*WHAT IS BEING ASKED*: The required output is a copy of each line in the material below that includes "lines".

*DATA FOR PROCESSING*:
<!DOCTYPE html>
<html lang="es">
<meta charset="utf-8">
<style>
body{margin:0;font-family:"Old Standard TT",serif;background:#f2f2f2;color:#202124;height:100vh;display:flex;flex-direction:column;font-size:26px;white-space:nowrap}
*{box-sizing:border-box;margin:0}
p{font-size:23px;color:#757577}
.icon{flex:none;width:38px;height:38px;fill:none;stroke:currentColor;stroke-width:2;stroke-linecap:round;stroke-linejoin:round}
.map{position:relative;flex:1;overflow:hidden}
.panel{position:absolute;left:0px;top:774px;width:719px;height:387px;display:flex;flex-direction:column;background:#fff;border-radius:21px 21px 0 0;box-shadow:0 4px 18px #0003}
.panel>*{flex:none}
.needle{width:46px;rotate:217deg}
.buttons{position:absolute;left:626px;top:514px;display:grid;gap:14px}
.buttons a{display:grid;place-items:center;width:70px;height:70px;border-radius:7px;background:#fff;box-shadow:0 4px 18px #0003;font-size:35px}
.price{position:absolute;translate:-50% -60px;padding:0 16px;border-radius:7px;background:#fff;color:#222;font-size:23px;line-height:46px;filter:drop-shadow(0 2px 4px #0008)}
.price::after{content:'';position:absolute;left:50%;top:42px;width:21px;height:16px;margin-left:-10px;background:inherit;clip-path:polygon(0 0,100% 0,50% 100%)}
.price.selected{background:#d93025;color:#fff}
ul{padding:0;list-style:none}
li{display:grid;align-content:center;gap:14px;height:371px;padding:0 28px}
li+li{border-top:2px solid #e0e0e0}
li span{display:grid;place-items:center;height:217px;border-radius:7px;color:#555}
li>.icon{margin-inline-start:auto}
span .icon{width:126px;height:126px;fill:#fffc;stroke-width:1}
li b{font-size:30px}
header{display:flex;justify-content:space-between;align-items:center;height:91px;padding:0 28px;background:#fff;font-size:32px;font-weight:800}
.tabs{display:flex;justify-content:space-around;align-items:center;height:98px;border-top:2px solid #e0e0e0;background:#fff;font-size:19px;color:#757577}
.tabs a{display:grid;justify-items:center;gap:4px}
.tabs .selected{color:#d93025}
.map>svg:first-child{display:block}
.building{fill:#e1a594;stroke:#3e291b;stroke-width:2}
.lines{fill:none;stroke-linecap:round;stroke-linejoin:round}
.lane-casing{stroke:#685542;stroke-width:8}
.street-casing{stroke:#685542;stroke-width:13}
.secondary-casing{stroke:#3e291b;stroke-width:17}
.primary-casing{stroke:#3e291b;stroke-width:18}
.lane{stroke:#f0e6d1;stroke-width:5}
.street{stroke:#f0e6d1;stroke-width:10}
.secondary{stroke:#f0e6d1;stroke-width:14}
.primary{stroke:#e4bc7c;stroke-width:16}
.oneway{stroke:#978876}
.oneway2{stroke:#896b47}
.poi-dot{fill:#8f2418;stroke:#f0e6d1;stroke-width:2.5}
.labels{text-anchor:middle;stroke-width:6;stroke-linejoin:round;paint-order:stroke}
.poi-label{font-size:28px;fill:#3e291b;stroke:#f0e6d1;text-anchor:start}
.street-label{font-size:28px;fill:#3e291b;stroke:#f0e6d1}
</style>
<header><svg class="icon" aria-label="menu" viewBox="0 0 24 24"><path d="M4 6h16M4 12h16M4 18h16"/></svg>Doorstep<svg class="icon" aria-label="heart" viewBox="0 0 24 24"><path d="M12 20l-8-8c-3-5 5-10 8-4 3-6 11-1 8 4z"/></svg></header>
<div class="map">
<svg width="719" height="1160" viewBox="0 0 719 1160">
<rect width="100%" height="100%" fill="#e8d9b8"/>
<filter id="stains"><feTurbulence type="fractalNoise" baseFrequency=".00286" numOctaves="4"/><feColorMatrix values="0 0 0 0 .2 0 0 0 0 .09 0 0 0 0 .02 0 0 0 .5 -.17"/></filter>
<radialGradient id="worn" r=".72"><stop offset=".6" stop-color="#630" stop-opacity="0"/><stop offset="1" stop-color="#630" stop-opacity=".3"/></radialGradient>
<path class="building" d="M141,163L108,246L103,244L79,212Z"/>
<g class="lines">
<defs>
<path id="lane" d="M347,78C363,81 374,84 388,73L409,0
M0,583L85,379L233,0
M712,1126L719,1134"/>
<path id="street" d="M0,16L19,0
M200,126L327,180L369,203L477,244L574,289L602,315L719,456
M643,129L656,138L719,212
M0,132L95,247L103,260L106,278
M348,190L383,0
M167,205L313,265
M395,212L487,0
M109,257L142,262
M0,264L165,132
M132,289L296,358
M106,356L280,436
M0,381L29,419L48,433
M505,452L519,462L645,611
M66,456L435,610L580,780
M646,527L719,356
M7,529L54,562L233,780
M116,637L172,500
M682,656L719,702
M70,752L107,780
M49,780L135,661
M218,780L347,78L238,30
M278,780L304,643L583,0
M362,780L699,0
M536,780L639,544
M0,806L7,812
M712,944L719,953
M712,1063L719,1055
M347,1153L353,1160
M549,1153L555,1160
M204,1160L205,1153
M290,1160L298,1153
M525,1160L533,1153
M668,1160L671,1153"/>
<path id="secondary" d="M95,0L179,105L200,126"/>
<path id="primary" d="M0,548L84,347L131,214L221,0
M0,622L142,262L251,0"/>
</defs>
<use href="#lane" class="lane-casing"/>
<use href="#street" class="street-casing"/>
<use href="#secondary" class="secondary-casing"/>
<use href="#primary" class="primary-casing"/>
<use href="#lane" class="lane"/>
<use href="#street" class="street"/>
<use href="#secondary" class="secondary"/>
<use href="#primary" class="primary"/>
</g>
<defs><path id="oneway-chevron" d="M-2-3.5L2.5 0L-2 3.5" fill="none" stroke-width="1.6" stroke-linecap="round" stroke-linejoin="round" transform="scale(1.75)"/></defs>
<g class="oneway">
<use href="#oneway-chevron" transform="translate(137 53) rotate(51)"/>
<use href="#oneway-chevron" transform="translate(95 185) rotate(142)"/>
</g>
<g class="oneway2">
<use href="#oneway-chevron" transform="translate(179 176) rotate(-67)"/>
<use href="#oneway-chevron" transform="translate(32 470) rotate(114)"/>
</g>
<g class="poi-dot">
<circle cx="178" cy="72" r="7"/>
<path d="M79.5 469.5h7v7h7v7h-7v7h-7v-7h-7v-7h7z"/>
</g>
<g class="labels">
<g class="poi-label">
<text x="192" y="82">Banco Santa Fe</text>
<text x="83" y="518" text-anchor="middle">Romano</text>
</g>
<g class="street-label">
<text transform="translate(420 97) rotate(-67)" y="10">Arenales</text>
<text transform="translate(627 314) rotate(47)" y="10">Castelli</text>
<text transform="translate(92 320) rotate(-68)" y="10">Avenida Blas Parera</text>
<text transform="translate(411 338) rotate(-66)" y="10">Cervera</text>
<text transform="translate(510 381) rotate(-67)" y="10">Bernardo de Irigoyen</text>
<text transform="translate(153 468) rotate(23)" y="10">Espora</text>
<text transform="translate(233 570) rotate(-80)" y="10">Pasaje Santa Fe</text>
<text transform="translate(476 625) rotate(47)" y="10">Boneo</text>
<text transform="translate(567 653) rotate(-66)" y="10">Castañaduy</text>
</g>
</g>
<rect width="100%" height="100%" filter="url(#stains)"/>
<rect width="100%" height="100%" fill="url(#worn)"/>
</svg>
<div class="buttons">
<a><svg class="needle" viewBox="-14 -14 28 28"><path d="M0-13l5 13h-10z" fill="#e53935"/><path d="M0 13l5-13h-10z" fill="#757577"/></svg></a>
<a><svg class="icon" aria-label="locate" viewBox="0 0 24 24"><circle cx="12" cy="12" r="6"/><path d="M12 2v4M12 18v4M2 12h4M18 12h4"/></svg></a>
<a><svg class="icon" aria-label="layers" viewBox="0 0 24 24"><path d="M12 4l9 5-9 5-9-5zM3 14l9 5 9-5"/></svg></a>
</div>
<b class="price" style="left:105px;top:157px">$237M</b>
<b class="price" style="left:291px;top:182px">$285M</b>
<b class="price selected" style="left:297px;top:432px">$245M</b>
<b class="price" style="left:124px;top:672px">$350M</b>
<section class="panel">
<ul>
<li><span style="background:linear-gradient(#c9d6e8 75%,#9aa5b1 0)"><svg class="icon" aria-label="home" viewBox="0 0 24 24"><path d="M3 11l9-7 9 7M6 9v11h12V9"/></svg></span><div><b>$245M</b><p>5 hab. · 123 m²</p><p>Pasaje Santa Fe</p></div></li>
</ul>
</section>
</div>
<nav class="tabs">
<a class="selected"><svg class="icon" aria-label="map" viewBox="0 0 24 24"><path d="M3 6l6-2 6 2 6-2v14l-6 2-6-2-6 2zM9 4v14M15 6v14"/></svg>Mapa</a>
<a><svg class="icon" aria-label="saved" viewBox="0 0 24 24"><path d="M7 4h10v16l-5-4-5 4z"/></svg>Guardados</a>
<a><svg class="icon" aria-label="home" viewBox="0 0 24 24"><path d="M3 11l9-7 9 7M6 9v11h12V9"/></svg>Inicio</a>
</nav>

*THE COMPLETED TASK*:
.lines{fill:none;stroke-linecap:round;stroke-linejoin:round}
<g class="lines">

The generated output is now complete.